It was Friday the thirteenth. Well, wasn’t that just wonderful.

When I was still a little kid, I used to watch a lot of horror and thriller movies with the rest of my family (I always ended up crying because I got easily scared, and then my parents would attempt to pacify me while my siblings teased me to no end), and one of those was Friday the 13th, a gruesome film starring a killer named Jason who murdered couples every Friday the thirteenth, hence the title. Plus, it was also a belief in many parts of the world that the day was known to be a day of bad luck, which was why people were advised to be extra careful.

Maybe those were some reasons why I hated waking up and knowing that it was the thirteenth of the month and, of all the seven days in a week, it fell on a Friday.

But, after my friends had called me up and said that they would come over at my place (it wasn’t their first time in our house, but it would be their first time in my room), I felt a lot better.

I told my mom about me hanging-out with my friends in my bedroom, and she said that it was fine as long as we wouldn’t make my room messy (ugh, typical mom). My dad overheard our conversation (I wasn’t sure if that was by chance or not) and said that I could invite them in my room but we should make sure that we wouldn’t be involved with any act of lesbianism. For the record, that was always what my dad says whenever any of my friends would come over at my house, and I got used to it already. With a laugh, I waved my dad off.

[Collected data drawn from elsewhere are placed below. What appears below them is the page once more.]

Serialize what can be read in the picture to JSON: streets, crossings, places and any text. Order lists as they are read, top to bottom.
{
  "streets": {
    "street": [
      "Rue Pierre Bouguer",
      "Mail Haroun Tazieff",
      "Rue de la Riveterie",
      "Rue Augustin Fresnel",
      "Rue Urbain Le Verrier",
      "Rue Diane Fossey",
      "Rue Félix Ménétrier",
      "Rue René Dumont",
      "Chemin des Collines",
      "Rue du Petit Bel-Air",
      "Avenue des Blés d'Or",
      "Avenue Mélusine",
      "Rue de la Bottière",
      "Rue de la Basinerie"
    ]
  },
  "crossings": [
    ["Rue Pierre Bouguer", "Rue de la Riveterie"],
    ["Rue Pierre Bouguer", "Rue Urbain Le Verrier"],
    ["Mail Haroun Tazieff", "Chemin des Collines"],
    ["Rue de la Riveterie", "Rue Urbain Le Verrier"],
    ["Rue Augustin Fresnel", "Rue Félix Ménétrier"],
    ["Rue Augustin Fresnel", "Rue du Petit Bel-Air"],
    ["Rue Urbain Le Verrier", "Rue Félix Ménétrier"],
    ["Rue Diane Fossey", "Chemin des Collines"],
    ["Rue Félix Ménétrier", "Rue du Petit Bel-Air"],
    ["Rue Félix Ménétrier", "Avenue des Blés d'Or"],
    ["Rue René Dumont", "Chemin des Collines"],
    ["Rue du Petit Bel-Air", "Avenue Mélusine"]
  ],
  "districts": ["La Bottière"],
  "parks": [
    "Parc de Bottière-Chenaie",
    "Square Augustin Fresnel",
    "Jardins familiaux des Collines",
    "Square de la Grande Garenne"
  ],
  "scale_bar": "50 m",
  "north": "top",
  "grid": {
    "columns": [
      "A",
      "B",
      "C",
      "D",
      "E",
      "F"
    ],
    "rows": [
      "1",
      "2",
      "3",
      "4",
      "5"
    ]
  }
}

It wasn’t long until my new friends had finally come over (there were only two of them, but I knew that I would be gaining more friends soon). When they arrived, my mom immediately gave them cookies and pastries, and then interviewed them (she had always done that) regarding their school, their families and such. My dad, on the other hand, was just listening and watching them get interrogated by my mom, as if he was some kind of police officer who was ready to put the two girls in jail in case they would accidentally say something wrong.

My parents were so overprotective of me. I understood why they were acting like that, though.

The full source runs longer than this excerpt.